The Cat

Bishop Tikhon (Shevkunov) | 11 February 2013

We offer you a story from the book “Everyday Saints and Other Stories” by Archimandrite Tikhon (Shevnukov)


What can we say? People love to judge a criticize priests. Thus, it was most enexpected for me, when once, when I was serving in the Don monastery, a parishioner named Nikolai approach me and said, “Now I understand: the best, greatest, most patient and wonderful people in the world are priests!”

I was surprised and asked how he had suddenly decided this.

Nikolai answered, “I have a cat. A really good,clever, special, good-looking cat. But there’s one strange thing about him: when my wife and I go to work, he jumps up on our bed, and, excuse me, poops on it.

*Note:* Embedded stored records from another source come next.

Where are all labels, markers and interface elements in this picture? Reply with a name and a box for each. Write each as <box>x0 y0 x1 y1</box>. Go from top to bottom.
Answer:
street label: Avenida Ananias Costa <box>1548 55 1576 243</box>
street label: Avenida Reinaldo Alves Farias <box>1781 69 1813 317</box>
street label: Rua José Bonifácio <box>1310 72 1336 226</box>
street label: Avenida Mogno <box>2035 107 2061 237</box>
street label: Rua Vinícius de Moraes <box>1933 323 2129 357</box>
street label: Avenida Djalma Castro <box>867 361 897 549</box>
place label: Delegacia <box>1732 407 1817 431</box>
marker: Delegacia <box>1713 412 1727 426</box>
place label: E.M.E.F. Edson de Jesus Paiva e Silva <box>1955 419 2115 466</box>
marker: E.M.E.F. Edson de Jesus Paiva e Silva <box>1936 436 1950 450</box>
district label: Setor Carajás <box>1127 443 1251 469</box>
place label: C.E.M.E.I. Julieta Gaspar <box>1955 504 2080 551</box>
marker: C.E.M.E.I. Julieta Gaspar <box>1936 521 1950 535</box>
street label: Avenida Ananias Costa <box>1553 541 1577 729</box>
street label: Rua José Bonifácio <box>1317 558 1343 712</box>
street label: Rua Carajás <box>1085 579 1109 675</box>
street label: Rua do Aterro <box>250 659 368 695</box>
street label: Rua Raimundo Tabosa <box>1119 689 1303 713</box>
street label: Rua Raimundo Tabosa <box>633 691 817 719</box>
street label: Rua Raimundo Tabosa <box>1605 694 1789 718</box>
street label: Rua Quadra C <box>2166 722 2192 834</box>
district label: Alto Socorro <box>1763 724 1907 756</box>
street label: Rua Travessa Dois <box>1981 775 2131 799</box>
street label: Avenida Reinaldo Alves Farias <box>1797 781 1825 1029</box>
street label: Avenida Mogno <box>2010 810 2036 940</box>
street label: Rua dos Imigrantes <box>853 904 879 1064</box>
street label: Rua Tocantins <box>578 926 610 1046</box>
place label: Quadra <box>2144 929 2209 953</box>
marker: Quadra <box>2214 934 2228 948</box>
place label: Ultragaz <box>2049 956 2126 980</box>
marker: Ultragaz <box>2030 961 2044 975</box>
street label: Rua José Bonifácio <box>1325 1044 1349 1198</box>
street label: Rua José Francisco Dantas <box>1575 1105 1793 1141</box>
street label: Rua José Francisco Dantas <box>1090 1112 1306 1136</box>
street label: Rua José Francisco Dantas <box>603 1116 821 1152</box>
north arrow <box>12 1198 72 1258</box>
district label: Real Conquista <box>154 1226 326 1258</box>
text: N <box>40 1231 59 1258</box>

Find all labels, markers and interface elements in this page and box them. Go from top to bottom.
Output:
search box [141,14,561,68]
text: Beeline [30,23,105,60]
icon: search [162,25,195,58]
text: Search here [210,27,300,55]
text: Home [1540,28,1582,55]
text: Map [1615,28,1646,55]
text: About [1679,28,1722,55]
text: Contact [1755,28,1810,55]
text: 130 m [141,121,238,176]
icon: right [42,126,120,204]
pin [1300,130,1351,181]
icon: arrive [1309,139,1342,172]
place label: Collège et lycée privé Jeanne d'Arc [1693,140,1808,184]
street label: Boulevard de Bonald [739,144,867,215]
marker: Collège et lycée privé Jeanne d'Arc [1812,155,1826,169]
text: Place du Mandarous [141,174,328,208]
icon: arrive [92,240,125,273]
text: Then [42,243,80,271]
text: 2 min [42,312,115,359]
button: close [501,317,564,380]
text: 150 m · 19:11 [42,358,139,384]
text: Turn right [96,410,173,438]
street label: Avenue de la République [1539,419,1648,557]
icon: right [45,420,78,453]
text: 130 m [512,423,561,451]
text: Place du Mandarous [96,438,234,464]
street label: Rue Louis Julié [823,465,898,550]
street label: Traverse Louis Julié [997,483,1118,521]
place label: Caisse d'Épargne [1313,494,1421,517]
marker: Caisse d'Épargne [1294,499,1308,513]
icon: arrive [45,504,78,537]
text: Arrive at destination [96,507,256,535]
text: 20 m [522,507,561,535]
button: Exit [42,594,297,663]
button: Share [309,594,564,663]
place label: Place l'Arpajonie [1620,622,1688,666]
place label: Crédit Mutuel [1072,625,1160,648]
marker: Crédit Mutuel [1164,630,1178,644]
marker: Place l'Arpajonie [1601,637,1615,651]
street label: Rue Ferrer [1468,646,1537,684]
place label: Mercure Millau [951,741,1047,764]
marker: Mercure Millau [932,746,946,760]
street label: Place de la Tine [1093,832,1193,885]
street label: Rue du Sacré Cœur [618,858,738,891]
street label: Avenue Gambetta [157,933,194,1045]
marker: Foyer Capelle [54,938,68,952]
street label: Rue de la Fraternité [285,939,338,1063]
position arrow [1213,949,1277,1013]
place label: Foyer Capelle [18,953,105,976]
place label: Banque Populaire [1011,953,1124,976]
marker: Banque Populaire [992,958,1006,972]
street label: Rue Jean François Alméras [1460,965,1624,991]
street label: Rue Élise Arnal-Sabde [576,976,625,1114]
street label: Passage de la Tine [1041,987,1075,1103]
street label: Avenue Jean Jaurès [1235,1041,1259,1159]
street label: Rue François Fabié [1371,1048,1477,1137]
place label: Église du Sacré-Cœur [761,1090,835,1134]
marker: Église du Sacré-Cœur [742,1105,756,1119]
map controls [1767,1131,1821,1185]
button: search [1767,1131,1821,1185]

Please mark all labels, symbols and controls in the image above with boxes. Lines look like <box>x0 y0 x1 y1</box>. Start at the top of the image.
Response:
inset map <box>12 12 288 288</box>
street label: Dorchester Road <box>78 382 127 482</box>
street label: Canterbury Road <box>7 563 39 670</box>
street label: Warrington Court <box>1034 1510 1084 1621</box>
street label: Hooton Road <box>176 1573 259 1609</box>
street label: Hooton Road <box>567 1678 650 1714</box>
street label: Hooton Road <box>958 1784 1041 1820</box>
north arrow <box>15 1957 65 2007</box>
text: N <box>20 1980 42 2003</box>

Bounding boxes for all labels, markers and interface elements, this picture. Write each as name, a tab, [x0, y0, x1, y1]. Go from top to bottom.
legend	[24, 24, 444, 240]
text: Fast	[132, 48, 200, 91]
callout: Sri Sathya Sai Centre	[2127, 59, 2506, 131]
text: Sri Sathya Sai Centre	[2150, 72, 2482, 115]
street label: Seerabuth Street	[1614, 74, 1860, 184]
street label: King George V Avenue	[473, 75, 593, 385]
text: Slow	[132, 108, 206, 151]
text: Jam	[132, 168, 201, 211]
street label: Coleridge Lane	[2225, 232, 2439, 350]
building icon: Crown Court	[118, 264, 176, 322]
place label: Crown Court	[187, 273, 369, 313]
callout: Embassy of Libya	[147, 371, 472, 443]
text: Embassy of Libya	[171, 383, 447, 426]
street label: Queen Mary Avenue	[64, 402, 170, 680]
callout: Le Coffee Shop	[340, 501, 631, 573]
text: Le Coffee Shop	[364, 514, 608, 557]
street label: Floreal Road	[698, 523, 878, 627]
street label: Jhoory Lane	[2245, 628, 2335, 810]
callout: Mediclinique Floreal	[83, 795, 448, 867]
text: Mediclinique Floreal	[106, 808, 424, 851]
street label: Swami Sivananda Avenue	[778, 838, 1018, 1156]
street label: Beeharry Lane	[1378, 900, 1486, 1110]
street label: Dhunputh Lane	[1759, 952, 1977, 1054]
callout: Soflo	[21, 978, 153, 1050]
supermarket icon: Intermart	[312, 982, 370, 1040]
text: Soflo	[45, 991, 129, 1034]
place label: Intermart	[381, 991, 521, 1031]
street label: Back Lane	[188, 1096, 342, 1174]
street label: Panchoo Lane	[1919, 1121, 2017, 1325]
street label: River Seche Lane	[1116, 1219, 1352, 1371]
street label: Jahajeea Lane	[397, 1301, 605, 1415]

We have tried everything to stop this – we begged, punished – nothing worked. Once we made a barricade. But when I came home, I saw that the barricade was broken down, and the cat had again gone on to the bed and done it’s dirty deed. I was so angry that I took the cat and just beat it! The cat was so hurt, that it crawled under a chair, sat down, and cried. I tell the truth, it was the first time that I had ever seen tears drop from his eyes. Just then, my wife came home, saw it, and started in on me: “You should be ashamed of yourself! You’re Orthodox! I am not speaking to you until you go confess before a priest your disgusting, bestial, unchristian behavior!” There was nothing left for me to do, and it was on my conscience, so in the morning I went to the monastery to go to confession. Abbot Gleb confessed me. I waited in line, and them told him everything.

Fr. Gleb, an abbot from the Holy Trinity-St.Servile monastery, was temporarily serving in the Don monastery, and was a very kind middleaged priest. Usually, he stood to hear confessions, resting on the analogion with his beard on his fist, listening to the sins of the parishioners. Nikolai told him the whole story in detail, in all honesty. He tried not to hide anything, and thugs spoke for a long time. Then when he finished, Fr. Gleb was silent for a moment, and then said, sighing, “Well… Of course it’s not good. But I didn’t understand: this Copt [in Russian, the word “cat” sounds very much like the word “Copt”], who is he? Is he at the university? Don’t they have a dormitory there?”

“What Copt?” Nikolai asked.

“Well, the one that lives with you that you were just talking about.”

“And then I understood,” Nikolai finished, “that Fr. Gleb, who was a little hard of hearing, humbly listened to me for ten minutes about the Copt that somehow lives in our apartment, poops on our bed, and whom I cruelly beat until he crawled under a chair to cry. Then I understood that the most wonderful and indefatigable, most patient and great people in the world are our priests.”